While the interviewees all sit within the mid-20 to early 30 age bracket, this experience is still current, with medical and educational systems still operating under the same delivery methods, using the hurtful language, implying negative connotations around genetic configurations, and ultimately building and assuming parameters around individuals’ abilities.
“The sad thing is nothing has really changed. These stories are still around even now. Families of younger children and babies still get told worst-case scenario prognosis’ that diminish the expectations for that person’s life completely.
“Even just in the medical system when you are or when you are looking to get pregnant, the language around, ‘Your baby is normal’ or, ‘We’re looking for abnormalities’ – that language is so present and so very entrenched and engrained, and it filters into then if a child with disability is born predicting what that person is capable of or what they person cannot do,” Clay-Smith reveals.
“We can do this a different way and it’s important we do, because the long-term impact of these conversations with doctors is very traumatic on families and often wasn’t warranted.”

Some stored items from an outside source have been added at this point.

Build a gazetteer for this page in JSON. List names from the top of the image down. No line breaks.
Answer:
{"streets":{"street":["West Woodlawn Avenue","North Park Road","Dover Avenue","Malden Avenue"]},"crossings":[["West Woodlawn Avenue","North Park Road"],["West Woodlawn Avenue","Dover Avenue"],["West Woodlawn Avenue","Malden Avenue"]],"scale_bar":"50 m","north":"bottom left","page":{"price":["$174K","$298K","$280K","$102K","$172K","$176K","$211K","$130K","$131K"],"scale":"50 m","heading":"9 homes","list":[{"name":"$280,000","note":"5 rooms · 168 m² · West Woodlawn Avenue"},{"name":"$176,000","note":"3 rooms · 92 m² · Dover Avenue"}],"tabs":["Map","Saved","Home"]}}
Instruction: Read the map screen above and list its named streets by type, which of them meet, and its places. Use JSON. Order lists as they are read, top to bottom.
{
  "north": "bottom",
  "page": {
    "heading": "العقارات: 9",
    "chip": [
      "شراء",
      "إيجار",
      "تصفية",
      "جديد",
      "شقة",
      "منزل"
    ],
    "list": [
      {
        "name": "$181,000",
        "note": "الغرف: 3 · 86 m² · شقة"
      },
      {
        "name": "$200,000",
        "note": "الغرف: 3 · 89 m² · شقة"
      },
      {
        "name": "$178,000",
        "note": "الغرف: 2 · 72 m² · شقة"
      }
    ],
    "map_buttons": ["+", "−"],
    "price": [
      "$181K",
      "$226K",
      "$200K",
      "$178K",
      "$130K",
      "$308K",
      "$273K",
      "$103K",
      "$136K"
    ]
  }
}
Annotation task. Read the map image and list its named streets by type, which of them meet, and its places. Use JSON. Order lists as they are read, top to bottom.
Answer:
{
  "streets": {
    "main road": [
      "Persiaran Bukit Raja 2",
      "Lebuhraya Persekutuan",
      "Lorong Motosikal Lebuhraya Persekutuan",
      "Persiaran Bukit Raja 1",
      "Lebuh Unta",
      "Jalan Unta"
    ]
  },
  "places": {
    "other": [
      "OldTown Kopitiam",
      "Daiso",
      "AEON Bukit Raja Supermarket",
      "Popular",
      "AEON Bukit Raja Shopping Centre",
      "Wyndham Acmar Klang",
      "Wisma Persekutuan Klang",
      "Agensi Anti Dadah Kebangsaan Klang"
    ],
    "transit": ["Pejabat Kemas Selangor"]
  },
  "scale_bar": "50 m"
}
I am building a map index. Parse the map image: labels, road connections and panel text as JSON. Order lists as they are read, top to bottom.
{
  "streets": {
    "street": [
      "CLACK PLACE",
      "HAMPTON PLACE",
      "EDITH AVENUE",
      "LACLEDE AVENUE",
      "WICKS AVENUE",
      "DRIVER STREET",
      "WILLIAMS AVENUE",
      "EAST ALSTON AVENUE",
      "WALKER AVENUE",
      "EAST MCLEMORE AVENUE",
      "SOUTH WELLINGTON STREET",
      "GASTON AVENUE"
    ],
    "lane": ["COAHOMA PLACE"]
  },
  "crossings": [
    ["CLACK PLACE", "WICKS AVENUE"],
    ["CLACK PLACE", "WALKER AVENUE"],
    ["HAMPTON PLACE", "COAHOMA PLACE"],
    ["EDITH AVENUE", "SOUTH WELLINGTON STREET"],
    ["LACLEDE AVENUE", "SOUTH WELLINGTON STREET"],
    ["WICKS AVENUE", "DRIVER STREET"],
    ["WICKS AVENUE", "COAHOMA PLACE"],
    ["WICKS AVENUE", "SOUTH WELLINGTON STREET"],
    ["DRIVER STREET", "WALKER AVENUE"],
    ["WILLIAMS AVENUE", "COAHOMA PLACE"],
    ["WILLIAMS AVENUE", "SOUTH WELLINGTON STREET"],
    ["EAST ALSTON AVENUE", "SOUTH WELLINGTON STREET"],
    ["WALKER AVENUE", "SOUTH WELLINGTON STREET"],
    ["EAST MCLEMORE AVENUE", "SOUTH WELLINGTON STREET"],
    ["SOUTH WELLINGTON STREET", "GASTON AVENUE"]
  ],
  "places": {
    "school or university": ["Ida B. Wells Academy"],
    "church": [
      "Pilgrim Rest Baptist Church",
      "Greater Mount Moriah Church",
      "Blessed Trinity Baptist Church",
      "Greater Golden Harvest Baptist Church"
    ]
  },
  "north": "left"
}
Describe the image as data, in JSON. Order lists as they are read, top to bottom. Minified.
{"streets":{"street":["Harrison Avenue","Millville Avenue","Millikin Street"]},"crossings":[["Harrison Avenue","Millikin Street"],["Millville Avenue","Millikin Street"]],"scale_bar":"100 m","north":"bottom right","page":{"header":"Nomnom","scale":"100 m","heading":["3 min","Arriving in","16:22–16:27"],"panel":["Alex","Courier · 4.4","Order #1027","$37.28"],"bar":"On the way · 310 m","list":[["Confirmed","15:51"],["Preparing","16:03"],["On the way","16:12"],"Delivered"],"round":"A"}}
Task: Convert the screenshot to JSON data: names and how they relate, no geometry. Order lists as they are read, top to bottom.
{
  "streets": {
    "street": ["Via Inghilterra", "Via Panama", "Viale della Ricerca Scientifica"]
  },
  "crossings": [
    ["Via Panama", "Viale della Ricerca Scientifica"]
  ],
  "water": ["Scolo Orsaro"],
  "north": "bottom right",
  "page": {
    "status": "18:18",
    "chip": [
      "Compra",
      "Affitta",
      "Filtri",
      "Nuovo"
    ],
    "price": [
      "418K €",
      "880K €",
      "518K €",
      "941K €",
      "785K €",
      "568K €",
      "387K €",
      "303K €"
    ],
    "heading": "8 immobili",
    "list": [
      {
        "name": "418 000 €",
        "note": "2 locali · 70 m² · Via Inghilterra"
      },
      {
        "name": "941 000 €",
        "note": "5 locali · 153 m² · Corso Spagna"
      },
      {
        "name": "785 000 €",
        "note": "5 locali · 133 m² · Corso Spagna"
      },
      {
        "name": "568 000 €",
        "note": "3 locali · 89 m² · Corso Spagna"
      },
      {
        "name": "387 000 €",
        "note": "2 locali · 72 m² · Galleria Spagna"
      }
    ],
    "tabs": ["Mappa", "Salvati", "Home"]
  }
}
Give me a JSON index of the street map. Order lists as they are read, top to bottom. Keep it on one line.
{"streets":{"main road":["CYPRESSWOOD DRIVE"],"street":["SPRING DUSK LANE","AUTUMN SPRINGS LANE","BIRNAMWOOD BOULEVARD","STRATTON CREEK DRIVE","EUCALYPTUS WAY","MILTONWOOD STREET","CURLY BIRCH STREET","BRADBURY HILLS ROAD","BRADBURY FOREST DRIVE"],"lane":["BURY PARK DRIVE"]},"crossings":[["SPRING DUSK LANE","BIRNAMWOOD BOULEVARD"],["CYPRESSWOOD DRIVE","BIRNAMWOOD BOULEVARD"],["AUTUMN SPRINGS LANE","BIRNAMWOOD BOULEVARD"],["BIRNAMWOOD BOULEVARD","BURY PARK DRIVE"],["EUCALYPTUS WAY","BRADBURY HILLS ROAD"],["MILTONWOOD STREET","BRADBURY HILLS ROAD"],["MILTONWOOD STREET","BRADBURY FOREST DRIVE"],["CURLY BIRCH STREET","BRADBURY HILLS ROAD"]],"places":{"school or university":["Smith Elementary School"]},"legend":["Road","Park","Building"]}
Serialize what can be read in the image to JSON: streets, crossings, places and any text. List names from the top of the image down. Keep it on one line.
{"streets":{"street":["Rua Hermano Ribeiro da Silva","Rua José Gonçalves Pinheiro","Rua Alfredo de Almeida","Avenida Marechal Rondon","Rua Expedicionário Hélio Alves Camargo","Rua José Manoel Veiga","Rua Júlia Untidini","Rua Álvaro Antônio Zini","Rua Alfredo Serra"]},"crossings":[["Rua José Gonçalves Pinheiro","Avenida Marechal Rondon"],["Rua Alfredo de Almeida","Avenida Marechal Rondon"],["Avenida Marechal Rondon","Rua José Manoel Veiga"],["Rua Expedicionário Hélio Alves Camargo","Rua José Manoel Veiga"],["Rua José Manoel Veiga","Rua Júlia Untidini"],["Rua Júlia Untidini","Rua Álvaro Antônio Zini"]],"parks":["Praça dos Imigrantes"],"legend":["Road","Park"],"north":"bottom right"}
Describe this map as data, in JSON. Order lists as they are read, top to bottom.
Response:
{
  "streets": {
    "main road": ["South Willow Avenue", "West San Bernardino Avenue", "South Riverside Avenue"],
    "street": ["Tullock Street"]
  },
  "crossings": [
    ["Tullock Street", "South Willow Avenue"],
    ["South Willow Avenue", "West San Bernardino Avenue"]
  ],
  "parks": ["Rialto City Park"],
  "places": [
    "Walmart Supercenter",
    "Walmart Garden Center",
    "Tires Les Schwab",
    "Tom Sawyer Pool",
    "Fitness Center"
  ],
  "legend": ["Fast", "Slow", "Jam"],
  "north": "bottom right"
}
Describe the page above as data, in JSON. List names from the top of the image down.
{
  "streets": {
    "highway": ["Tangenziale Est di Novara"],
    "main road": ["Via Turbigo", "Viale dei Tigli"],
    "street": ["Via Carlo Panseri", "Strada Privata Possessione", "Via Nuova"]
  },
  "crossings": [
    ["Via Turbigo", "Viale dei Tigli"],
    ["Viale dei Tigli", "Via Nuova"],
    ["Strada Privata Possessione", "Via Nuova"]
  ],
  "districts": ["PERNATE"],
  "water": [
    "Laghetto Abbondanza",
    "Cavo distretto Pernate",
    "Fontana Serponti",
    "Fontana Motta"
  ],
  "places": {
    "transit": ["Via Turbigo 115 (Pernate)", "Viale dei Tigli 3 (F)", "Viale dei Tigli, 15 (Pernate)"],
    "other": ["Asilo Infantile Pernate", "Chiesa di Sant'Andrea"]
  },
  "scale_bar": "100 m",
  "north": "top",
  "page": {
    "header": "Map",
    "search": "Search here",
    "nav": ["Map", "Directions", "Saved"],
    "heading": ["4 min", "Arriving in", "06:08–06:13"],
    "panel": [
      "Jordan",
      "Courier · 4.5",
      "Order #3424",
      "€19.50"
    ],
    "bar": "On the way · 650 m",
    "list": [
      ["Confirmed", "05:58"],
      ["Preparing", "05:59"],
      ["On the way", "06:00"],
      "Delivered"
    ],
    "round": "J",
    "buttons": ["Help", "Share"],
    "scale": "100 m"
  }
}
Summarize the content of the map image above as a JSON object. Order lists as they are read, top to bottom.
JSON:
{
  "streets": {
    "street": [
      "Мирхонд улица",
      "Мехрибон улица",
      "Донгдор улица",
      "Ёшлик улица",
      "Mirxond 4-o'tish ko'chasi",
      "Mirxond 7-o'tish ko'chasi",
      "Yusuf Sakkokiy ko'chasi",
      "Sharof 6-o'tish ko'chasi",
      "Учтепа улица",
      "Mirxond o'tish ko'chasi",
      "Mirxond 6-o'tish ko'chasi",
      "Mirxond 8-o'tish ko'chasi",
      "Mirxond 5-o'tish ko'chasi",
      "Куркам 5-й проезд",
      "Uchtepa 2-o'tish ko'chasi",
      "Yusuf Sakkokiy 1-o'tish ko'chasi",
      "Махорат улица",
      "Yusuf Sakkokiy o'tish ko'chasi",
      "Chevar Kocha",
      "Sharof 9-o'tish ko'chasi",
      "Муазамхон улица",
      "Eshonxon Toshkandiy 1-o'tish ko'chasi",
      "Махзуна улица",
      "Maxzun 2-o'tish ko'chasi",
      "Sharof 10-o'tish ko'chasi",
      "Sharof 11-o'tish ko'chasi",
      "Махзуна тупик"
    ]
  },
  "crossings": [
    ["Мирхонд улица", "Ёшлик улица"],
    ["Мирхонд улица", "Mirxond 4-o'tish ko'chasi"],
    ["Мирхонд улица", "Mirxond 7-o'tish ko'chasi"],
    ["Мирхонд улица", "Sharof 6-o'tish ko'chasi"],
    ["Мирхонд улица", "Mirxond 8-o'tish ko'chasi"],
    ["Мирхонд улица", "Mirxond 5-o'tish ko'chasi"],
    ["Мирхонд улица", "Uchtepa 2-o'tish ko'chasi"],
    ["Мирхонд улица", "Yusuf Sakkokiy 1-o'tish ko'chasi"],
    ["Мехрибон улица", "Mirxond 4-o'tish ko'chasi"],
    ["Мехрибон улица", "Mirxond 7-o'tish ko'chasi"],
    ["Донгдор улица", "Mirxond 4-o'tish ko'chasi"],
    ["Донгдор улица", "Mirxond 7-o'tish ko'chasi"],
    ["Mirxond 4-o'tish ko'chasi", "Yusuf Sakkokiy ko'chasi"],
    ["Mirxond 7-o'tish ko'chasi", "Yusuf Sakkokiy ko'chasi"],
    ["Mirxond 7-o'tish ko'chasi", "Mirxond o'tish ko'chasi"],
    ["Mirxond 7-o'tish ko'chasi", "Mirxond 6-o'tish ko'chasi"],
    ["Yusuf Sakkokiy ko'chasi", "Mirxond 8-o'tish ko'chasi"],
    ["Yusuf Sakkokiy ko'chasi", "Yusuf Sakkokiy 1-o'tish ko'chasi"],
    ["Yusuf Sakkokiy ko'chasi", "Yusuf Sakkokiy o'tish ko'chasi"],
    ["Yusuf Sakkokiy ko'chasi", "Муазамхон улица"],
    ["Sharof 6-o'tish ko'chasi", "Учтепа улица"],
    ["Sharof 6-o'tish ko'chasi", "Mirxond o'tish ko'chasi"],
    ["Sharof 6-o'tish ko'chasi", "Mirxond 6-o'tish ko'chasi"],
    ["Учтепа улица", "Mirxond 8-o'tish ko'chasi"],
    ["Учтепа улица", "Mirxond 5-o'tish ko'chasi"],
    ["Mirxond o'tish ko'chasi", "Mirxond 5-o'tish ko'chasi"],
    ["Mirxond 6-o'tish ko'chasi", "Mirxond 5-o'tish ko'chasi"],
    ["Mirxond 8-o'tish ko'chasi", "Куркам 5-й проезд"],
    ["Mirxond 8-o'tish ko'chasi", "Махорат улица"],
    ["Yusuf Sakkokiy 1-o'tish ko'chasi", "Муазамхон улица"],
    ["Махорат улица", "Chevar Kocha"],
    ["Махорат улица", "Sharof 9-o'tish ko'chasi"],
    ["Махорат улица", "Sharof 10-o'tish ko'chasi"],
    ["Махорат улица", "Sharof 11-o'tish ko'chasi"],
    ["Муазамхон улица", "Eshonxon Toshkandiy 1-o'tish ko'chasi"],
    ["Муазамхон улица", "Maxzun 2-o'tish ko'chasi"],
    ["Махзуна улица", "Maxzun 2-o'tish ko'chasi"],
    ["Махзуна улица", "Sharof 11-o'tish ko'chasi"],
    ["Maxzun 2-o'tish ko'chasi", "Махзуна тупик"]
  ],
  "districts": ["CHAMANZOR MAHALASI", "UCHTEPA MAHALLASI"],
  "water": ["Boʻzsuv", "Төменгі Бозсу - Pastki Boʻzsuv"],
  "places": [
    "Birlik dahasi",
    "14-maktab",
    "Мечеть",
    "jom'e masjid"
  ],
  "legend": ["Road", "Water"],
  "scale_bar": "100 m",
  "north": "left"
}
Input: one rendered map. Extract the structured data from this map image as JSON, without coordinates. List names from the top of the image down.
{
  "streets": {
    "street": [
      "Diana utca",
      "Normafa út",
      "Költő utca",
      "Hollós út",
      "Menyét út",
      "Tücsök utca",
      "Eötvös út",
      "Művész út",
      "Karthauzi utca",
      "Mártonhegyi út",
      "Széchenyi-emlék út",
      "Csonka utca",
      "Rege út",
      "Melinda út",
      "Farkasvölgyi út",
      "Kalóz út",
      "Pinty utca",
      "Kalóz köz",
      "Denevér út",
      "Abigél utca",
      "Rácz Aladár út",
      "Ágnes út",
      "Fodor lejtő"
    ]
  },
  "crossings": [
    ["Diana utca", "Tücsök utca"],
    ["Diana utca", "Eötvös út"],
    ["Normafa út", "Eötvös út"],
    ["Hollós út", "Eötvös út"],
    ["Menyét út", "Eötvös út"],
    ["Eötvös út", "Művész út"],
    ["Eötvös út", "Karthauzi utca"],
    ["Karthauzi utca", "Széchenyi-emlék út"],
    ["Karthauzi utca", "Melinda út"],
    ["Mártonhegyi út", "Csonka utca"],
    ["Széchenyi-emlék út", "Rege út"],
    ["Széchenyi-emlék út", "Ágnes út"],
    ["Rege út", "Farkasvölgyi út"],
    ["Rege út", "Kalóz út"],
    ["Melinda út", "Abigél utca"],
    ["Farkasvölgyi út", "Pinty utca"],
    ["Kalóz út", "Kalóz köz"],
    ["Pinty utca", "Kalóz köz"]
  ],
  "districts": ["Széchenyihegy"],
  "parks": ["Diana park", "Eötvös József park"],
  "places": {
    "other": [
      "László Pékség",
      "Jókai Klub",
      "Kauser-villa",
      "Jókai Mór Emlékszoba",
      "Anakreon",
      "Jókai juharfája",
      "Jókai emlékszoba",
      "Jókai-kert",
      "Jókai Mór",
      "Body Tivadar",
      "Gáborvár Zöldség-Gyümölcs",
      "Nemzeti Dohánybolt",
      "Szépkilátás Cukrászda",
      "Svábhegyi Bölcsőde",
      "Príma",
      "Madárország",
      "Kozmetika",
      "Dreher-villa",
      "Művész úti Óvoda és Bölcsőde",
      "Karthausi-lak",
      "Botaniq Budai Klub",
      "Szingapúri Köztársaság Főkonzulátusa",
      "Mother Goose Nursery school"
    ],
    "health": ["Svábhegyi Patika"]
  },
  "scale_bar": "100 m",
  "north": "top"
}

Funded by Shark Island Institute and directed and produced through her inclusive production company Bus Stop Films, which boasts a rich roster of filmmakers, actors, and producers with intellectual disabilities, What Was It Like? aims to spark a conversation around the diagnosis process in medical and educations systems, ultimately leading to a well overdue change.
The topic of exploration stems from her integrated professional and personal relationship with people living with disabilities. Clay-Smith has delved into the social and humanitarian issues pertaining to the disability section throughout her filmography.
From SBS On Demand mini-series Perspective Shift, Beautiful and Inclusion Makes The World More Vibrant topics of social segregation, inclusion in the workplace, inclusion in school and education, physical access, and opportunity barriers have been highlighted.
“I’ve had very strong relationships with people in disability for over 13-14 years now, forging strong friendships and working relationships through filmmaking and have been an ally, and hopefully a good ally, to people with disabilities, specifically people with intellectual disabilities,” she says.
“I’ve heard so many stories around these issues and it’s been on my mind for a long time to create a film where we can expose this issue and prove that the ‘issue’ doesn’t have to be an issue and we can change the attitudes, language and perceptions in these industries that have a major impact on our lives, both medical and education.”
With St Kilda Film Festival serving as the platform for premiering What Was It Like?, Clay-Smith, the filmmakers, and their families are excited to share their story with a wide Australian and international audience across the festival’s digital screening platform.
“We didn’t set out to make it so nobody would see it. We want as many people to see it as possible and to hear the stories. It’s a really wonderful opportunity to be featured in St Kilda.
“I really hope it makes people think differently and I hope it encourages that might have had the same experiences, that they are not alone and I hope people start robust conversations around why we have a medical and education system that underestimates people with disability”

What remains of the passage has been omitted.